## TASK MATERIAL
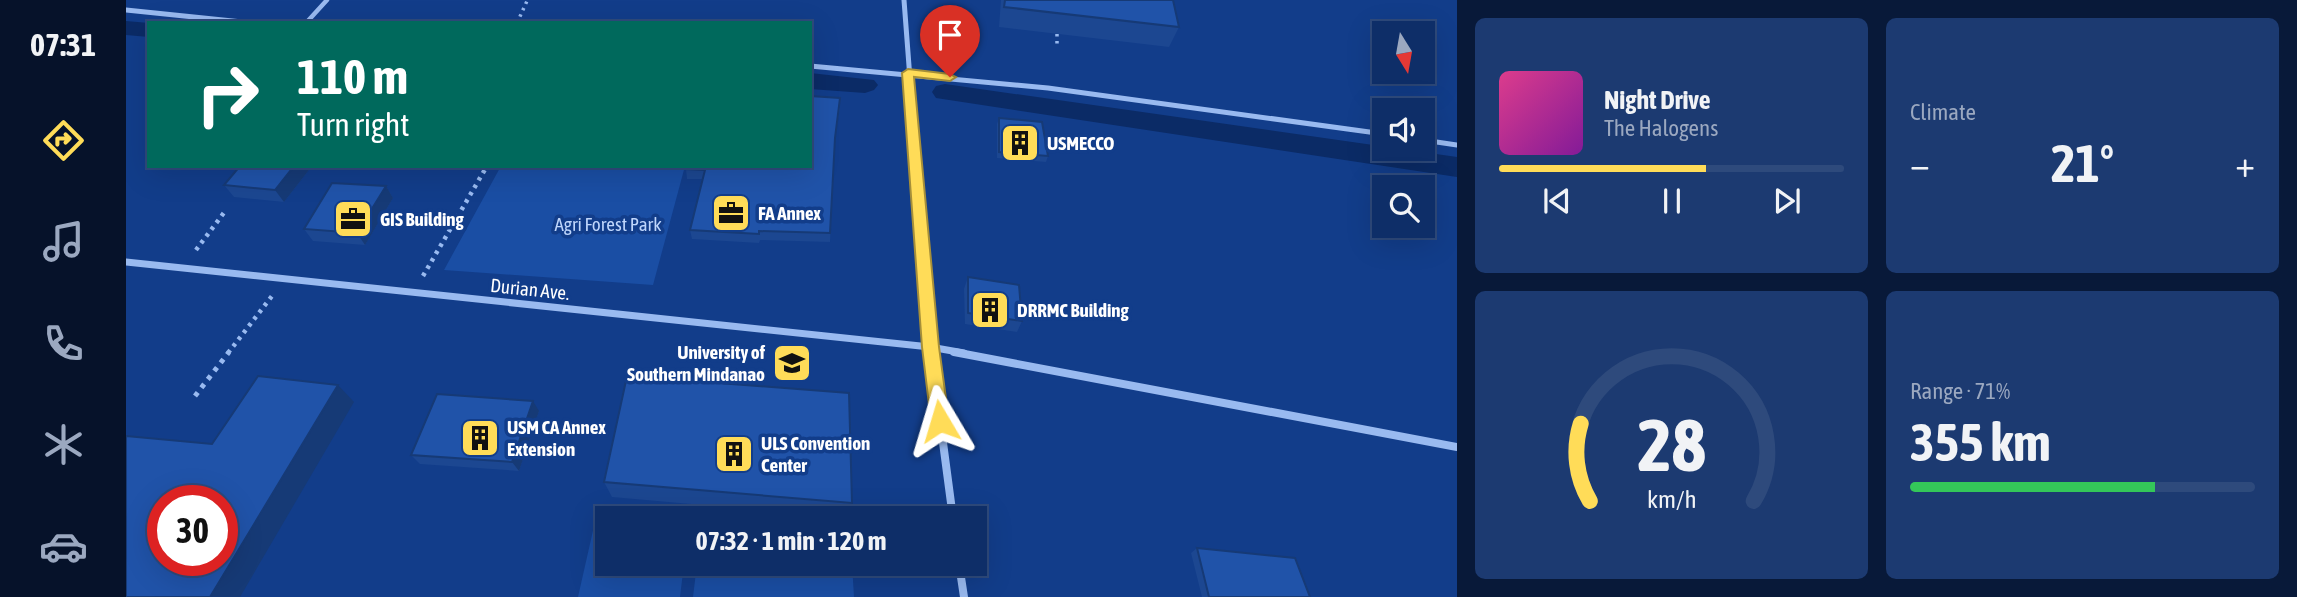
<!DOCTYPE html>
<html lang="en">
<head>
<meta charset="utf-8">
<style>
  :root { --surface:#0e2e68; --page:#1c3a71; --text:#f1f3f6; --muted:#9ba8c0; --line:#2e4a7c; --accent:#ffdc58 }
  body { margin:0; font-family:"Asap Condensed",sans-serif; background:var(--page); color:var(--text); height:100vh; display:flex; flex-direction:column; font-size:26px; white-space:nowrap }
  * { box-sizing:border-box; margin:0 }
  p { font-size:23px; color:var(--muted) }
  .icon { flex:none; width:38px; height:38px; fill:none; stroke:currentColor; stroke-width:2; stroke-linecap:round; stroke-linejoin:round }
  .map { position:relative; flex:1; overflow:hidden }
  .details { display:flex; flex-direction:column; gap:18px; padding:18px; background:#081939; width:840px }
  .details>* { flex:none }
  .top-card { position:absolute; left:21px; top:21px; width:665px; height:147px; border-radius:0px; box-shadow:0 7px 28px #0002,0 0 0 2px var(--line); background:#00695c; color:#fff; overflow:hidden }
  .needle { width:46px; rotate:169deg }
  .buttons { position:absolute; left:1246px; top:21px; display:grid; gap:14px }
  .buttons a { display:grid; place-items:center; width:63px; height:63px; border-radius:0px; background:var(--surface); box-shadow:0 7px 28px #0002,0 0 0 2px var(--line); font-size:35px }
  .speed { position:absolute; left:21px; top:485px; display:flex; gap:14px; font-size:35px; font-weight:700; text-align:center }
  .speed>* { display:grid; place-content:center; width:91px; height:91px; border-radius:50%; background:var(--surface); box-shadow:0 7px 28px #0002,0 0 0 2px var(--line); line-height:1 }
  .speed .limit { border:10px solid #d22; background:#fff; color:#111 }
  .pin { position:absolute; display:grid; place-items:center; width:60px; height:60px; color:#fff; margin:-72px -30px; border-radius:50% 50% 50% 0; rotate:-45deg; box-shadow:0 0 7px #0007 }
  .pin .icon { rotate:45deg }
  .me { position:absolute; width:77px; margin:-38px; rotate:353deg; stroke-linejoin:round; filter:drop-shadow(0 0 5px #0008) }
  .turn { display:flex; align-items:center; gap:24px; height:147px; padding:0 35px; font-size:32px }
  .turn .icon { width:91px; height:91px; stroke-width:2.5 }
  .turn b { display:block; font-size:49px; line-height:60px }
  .big { font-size:52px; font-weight:700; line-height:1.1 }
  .details .widget { flex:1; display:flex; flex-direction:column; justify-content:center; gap:10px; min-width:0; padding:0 24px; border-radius:10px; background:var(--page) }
  .details .dial { align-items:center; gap:0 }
  .dial svg { height:182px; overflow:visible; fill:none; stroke:var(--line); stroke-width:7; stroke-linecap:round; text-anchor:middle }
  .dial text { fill:var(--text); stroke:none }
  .song { display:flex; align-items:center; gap:21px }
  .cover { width:84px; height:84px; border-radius:10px; background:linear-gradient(135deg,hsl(330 70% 55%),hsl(290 70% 35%)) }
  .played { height:7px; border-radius:4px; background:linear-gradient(90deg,var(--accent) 60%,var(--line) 60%) }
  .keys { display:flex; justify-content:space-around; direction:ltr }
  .heat { display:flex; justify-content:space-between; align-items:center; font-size:38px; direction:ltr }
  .charge { height:10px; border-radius:5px; background:linear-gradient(90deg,#34c759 71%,var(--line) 0) }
  .details .tiles { flex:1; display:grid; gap:18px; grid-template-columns:repeat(2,1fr) }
  .trip { position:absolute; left:469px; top:506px; width:392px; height:70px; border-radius:0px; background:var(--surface); box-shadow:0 7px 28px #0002,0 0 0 2px var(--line); font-weight:700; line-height:70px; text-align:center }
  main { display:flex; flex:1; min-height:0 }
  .tab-bar { display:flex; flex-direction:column; width:126px; justify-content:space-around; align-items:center; background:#06122a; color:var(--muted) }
  .tab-bar .icon { width:49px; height:49px }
  .tab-bar .selected { color:var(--accent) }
  .tab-bar b { font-size:32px; color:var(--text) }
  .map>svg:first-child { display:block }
  .green { fill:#1a4ea4 }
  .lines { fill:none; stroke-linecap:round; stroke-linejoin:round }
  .canal { fill:#0b2b66; fill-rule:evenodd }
  .path-far2 { stroke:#99baf0; stroke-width:3.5; stroke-dasharray:2.5 4.5; stroke-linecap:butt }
  .path-far1 { stroke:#99baf0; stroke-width:4.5; stroke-dasharray:3.5 5; stroke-linecap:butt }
  .path { stroke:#99baf0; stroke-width:5; stroke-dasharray:4.5 6; stroke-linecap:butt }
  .service { stroke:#99baf0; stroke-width:4.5 }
  .minor-far2 { stroke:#99baf0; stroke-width:5 }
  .minor-far1 { stroke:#99baf0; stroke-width:7 }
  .minor { stroke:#99baf0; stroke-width:8 }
  .wall { fill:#1c4791 }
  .shaded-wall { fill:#163a76 }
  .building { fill:#2053a9; stroke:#163a76; stroke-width:2; fill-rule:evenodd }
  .route { fill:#ffdc58; stroke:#a68f39; stroke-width:2 }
  .labels { text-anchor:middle; stroke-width:7; stroke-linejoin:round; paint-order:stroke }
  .poi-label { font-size:19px; font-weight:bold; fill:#fff; stroke:#123d8a; text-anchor:start }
  .park-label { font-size:19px; fill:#bfd6fc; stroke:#123d8a }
  .street-label { font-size:19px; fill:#fff; stroke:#123d8a }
</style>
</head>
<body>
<main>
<nav class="tab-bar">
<b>07:31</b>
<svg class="icon selected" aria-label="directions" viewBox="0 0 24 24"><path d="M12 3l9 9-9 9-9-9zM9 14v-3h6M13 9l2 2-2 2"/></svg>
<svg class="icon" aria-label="music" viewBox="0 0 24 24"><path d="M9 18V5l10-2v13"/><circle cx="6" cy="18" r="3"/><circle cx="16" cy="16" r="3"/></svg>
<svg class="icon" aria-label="phone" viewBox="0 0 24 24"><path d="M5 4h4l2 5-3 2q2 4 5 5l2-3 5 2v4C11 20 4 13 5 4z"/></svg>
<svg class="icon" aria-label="climate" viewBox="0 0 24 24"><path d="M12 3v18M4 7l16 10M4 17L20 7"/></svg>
<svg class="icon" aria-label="car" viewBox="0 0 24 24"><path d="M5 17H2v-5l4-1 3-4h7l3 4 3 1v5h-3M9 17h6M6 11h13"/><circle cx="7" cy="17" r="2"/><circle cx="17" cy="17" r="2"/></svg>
</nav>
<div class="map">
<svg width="1331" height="597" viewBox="0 0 1331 597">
  <rect width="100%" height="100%" fill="#123d8a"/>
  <path class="green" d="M 375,166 L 559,166 L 527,285 L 318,270 Z
    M 473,504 L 565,515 L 564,518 L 481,518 L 481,564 L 558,564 L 554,597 L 452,597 Z
    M 571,564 L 726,564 L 728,597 L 567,597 Z"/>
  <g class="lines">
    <path class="canal" d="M 0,21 L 23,23 L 23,37 L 0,35 Z
      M 684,73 L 748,80 L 752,85 L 748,90 L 739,93 L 684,89 Z
      M 819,84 L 1331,157 L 1331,177 L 810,98 L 806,92 L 810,86 Z"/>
    <path class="path-far2" d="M 391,23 L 401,1
      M 931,34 L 931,47"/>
    <path class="path-far1" d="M 70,250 L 100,210
      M 297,276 L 361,166
      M 102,353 L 146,296"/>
    <path class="path" d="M 69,396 L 103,352"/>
    <path class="service" d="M 180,23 L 201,0"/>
    <path class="minor-far2" d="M 778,0 L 790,158
      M 0,10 L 126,23
      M 684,66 L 922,88 L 1258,134
      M 1297,140 L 1331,145"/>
    <path class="minor-far1" d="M 790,156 L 805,353
      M 0,262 L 804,347 L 838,353"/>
    <path class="minor" d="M 805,352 L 827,518
      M 828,352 L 1331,447
      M 833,564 L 838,597"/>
  </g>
  <path class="wall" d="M 875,0 L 1047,0 L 1053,27 L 1043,47 L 873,27 Z
    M 714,107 L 708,146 L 704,242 L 634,240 L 633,243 L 566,239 L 564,230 L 576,179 L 561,179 L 560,169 L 684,166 Z
    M 873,118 L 922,156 L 920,162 L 871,158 L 871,124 Z
    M 186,166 L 158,202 L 108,197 L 98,185 Z
    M 260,186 L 267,198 L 239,245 L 187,241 L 178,229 Z
    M 842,277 L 896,321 L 891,332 L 839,324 L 838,289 Z
    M 413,411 L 393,471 L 294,464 L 285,455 Z
    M 478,482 L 726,503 L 723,518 L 486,497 Z
    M 1071,548 L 1184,597 L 1076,597 L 1065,553 Z"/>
  <path class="shaded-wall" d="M 168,166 L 186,166 L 158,202 L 149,190 Z
    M 260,186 L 267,198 L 239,245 L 231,233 Z
    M 212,385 L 228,402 L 114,597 L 84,597 Z
    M 407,401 L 413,411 L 393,471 L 386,462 Z"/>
  <path class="building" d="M 879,0 L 1047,0 L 1053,27 L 878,7 Z
    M 684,96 L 714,98 L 709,138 L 704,233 L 633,231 L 633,234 L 564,230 L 579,170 L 560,169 L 560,166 L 684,166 Z
    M 873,118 L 916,122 L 922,156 L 873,152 Z
    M 114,166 L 168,166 L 149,190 L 98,185 Z
    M 206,183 L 260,186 L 231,233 L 178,229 Z
    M 842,277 L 893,285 L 896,321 L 842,313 Z
    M 132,376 L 212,385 L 84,597 L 0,597 L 0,436 L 86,444 ZM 37,500 L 96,500 L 96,560 L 37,560 Z
    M 501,376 L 723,393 L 726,503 L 478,482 Z
    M 311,394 L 407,401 L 386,462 L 285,455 Z
    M 1071,548 L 1169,558 L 1184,597 L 1083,597 Z"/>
  <path class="route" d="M 782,69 L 824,74 L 830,77 L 824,81 L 788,77 L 813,347 L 823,421 L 820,426 L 814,429 L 808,426 L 805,421 L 796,347 L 776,73 Z"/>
  <defs>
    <symbol id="building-square" viewBox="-11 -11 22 22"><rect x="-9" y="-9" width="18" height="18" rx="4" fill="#ffdc58" stroke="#123d8a"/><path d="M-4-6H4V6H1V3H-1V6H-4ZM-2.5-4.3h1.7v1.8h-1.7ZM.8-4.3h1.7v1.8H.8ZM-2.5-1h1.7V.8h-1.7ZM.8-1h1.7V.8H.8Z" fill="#111"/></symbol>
    <symbol id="office-square" viewBox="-11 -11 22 22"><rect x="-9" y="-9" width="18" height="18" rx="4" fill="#ffdc58" stroke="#123d8a"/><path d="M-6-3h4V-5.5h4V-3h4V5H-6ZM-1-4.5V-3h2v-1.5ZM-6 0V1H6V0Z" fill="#111"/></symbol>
    <symbol id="university-square" viewBox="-11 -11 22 22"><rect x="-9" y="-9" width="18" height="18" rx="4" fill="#ffdc58" stroke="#123d8a"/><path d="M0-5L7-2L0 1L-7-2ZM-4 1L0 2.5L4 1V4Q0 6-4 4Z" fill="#111"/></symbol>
  </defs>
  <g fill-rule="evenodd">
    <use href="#building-square" x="872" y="121" width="44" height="44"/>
    <use href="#office-square" x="583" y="191" width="44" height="44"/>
    <use href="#office-square" x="205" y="197" width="44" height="44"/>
    <use href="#building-square" x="842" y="288" width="44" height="44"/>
    <use href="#university-square" x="644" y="341" width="44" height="44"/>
    <use href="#building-square" x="332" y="416" width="44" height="44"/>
    <use href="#building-square" x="586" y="432" width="44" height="44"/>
  </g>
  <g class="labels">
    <g class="poi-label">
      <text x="921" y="150">USMECCO</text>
      <text x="632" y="220">FA Annex</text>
      <text x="254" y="226">GIS Building</text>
      <text x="891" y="317">DRRMC Building</text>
      <text x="639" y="359" text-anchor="end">University of<tspan x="639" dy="22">Southern Mindanao</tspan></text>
      <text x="381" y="434">USM CA Annex<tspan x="381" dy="22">Extension</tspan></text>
      <text x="635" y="450">ULS Convention<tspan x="635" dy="22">Center</tspan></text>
    </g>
    <g class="park-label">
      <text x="482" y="231">Agri Forest Park</text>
    </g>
    <g class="street-label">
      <text transform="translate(404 289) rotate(6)" y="7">Durian Ave.</text>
    </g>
  </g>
</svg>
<div class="buttons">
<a><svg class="needle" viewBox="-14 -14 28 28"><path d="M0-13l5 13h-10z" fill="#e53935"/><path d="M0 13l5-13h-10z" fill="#9ba8c0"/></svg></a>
<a><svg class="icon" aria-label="sound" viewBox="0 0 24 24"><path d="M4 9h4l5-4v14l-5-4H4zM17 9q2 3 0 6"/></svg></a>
<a><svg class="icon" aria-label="search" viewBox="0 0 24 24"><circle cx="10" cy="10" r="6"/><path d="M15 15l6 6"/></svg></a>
</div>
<div class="speed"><div class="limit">30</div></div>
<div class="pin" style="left:824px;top:77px;background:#d93025"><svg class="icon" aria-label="arrive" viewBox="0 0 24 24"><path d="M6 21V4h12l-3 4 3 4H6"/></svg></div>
<svg class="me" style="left:814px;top:421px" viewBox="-20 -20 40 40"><path d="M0-17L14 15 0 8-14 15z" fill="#ffdc58" stroke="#fff" stroke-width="4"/></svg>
<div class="trip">07:32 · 1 min · 120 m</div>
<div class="top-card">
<div class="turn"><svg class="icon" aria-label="right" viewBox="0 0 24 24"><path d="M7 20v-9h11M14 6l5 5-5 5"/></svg><div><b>110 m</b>Turn right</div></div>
</div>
</div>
<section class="details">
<div class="tiles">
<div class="widget">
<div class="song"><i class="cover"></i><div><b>Night Drive</b><p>The Halogens</p></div></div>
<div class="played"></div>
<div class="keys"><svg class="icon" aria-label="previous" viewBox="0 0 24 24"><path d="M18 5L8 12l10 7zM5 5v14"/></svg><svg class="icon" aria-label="pause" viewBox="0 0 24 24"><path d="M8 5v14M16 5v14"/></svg><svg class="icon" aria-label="next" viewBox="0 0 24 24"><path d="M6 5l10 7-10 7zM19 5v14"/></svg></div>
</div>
<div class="widget"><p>Climate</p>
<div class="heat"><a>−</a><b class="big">21°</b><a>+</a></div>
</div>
<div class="widget dial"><svg viewBox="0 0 100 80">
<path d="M14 69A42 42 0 1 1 86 69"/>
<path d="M14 69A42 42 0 0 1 10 35" stroke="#ffdc58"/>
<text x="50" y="56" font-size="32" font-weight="700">28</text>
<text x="50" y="72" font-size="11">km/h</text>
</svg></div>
<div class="widget"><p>Range · 71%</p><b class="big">355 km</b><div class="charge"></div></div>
</div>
</section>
</main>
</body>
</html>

## WHAT TO PRODUCE
Any pictures are to be skipped, and the lines from the beginning of the entries through the line with "position:absolute; width:77px; margin:-38px;" copied exactly.

## ANSWER TO THE PROBLEM
<!DOCTYPE html>
<html lang="en">
<head>
<meta charset="utf-8">
<style>
  :root { --surface:#0e2e68; --page:#1c3a71; --text:#f1f3f6; --muted:#9ba8c0; --line:#2e4a7c; --accent:#ffdc58 }
  body { margin:0; font-family:"Asap Condensed",sans-serif; background:var(--page); color:var(--text); height:100vh; display:flex; flex-direction:column; font-size:26px; white-space:nowrap }
  * { box-sizing:border-box; margin:0 }
  p { font-size:23px; color:var(--muted) }
  .icon { flex:none; width:38px; height:38px; fill:none; stroke:currentColor; stroke-width:2; stroke-linecap:round; stroke-linejoin:round }
  .map { position:relative; flex:1; overflow:hidden }
  .details { display:flex; flex-direction:column; gap:18px; padding:18px; background:#081939; width:840px }
  .details>* { flex:none }
  .top-card { position:absolute; left:21px; top:21px; width:665px; height:147px; border-radius:0px; box-shadow:0 7px 28px #0002,0 0 0 2px var(--line); background:#00695c; color:#fff; overflow:hidden }
  .needle { width:46px; rotate:169deg }
  .buttons { position:absolute; left:1246px; top:21px; display:grid; gap:14px }
  .buttons a { display:grid; place-items:center; width:63px; height:63px; border-radius:0px; background:var(--surface); box-shadow:0 7px 28px #0002,0 0 0 2px var(--line); font-size:35px }
  .speed { position:absolute; left:21px; top:485px; display:flex; gap:14px; font-size:35px; font-weight:700; text-align:center }
  .speed>* { display:grid; place-content:center; width:91px; height:91px; border-radius:50%; background:var(--surface); box-shadow:0 7px 28px #0002,0 0 0 2px var(--line); line-height:1 }
  .speed .limit { border:10px solid #d22; background:#fff; color:#111 }
  .pin { position:absolute; display:grid; place-items:center; width:60px; height:60px; color:#fff; margin:-72px -30px; border-radius:50% 50% 50% 0; rotate:-45deg; box-shadow:0 0 7px #0007 }
  .pin .icon { rotate:45deg }
  .me { position:absolute; width:77px; margin:-38px; rotate:353deg; stroke-linejoin:round; filter:drop-shadow(0 0 5px #0008) }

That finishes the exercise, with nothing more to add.